Retype all the data word for word.
(Record extracts begins)
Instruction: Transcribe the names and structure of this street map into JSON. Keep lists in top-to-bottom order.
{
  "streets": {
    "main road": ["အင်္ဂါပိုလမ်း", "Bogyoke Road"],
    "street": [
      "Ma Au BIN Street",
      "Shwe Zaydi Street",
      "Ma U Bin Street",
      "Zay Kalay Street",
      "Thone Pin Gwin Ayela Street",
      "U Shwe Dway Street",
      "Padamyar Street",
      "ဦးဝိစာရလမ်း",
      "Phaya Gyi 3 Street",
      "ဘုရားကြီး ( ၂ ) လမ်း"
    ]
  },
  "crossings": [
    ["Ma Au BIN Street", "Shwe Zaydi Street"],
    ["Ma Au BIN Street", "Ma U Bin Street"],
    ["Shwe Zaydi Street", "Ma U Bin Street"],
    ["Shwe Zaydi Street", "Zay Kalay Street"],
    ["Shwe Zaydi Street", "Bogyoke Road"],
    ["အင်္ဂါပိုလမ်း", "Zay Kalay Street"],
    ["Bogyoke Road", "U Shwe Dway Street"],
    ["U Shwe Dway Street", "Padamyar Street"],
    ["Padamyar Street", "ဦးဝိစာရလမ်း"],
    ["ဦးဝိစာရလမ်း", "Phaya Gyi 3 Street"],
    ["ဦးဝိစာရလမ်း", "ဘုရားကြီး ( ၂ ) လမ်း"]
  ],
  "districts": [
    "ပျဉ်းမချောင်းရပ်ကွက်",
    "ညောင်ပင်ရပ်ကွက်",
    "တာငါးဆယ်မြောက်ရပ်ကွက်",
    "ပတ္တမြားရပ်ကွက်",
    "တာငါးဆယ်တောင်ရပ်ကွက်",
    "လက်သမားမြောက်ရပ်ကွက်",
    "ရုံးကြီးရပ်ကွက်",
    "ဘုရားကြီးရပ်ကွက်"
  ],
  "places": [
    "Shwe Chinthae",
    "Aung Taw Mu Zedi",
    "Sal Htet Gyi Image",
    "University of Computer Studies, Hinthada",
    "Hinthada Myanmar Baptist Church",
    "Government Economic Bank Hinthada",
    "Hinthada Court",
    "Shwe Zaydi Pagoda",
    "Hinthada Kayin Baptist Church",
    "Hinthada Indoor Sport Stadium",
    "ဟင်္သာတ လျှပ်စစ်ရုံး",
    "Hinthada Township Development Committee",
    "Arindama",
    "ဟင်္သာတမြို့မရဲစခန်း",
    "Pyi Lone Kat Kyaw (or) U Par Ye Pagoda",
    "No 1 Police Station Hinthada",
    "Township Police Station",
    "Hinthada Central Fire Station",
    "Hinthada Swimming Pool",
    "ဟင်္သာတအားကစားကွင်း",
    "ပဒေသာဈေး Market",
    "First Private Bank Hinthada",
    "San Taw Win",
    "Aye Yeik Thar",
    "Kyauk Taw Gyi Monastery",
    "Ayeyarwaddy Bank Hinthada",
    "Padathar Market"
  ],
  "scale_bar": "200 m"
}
(Record extracts ends)
* **Output below**:
Instruction: Transcribe the names and structure of this street map into JSON. Keep lists in top-to-bottom order.
{
  "streets": {
    "main road": ["အင်္ဂါပိုလမ်း", "Bogyoke Road"],
    "street": [
      "Ma Au BIN Street",
      "Shwe Zaydi Street",
      "Ma U Bin Street",
      "Zay Kalay Street",
      "Thone Pin Gwin Ayela Street",
      "U Shwe Dway Street",
      "Padamyar Street",
      "ဦးဝိစာရလမ်း",
      "Phaya Gyi 3 Street",
      "ဘုရားကြီး ( ၂ ) လမ်း"
    ]
  },
  "crossings": [
    ["Ma Au BIN Street", "Shwe Zaydi Street"],
    ["Ma Au BIN Street", "Ma U Bin Street"],
    ["Shwe Zaydi Street", "Ma U Bin Street"],
    ["Shwe Zaydi Street", "Zay Kalay Street"],
    ["Shwe Zaydi Street", "Bogyoke Road"],
    ["အင်္ဂါပိုလမ်း", "Zay Kalay Street"],
    ["Bogyoke Road", "U Shwe Dway Street"],
    ["U Shwe Dway Street", "Padamyar Street"],
    ["Padamyar Street", "ဦးဝိစာရလမ်း"],
    ["ဦးဝိစာရလမ်း", "Phaya Gyi 3 Street"],
    ["ဦးဝိစာရလမ်း", "ဘုရားကြီး ( ၂ ) လမ်း"]
  ],
  "districts": [
    "ပျဉ်းမချောင်းရပ်ကွက်",
    "ညောင်ပင်ရပ်ကွက်",
    "တာငါးဆယ်မြောက်ရပ်ကွက်",
    "ပတ္တမြားရပ်ကွက်",
    "တာငါးဆယ်တောင်ရပ်ကွက်",
    "လက်သမားမြောက်ရပ်ကွက်",
    "ရုံးကြီးရပ်ကွက်",
    "ဘုရားကြီးရပ်ကွက်"
  ],
  "places": [
    "Shwe Chinthae",
    "Aung Taw Mu Zedi",
    "Sal Htet Gyi Image",
    "University of Computer Studies, Hinthada",
    "Hinthada Myanmar Baptist Church",
    "Government Economic Bank Hinthada",
    "Hinthada Court",
    "Shwe Zaydi Pagoda",
    "Hinthada Kayin Baptist Church",
    "Hinthada Indoor Sport Stadium",
    "ဟင်္သာတ လျှပ်စစ်ရုံး",
    "Hinthada Township Development Committee",
    "Arindama",
    "ဟင်္သာတမြို့မရဲစခန်း",
    "Pyi Lone Kat Kyaw (or) U Par Ye Pagoda",
    "No 1 Police Station Hinthada",
    "Township Police Station",
    "Hinthada Central Fire Station",
    "Hinthada Swimming Pool",
    "ဟင်္သာတအားကစားကွင်း",
    "ပဒေသာဈေး Market",
    "First Private Bank Hinthada",
    "San Taw Win",
    "Aye Yeik Thar",
    "Kyauk Taw Gyi Monastery",
    "Ayeyarwaddy Bank Hinthada",
    "Padathar Market"
  ],
  "scale_bar": "200 m"
}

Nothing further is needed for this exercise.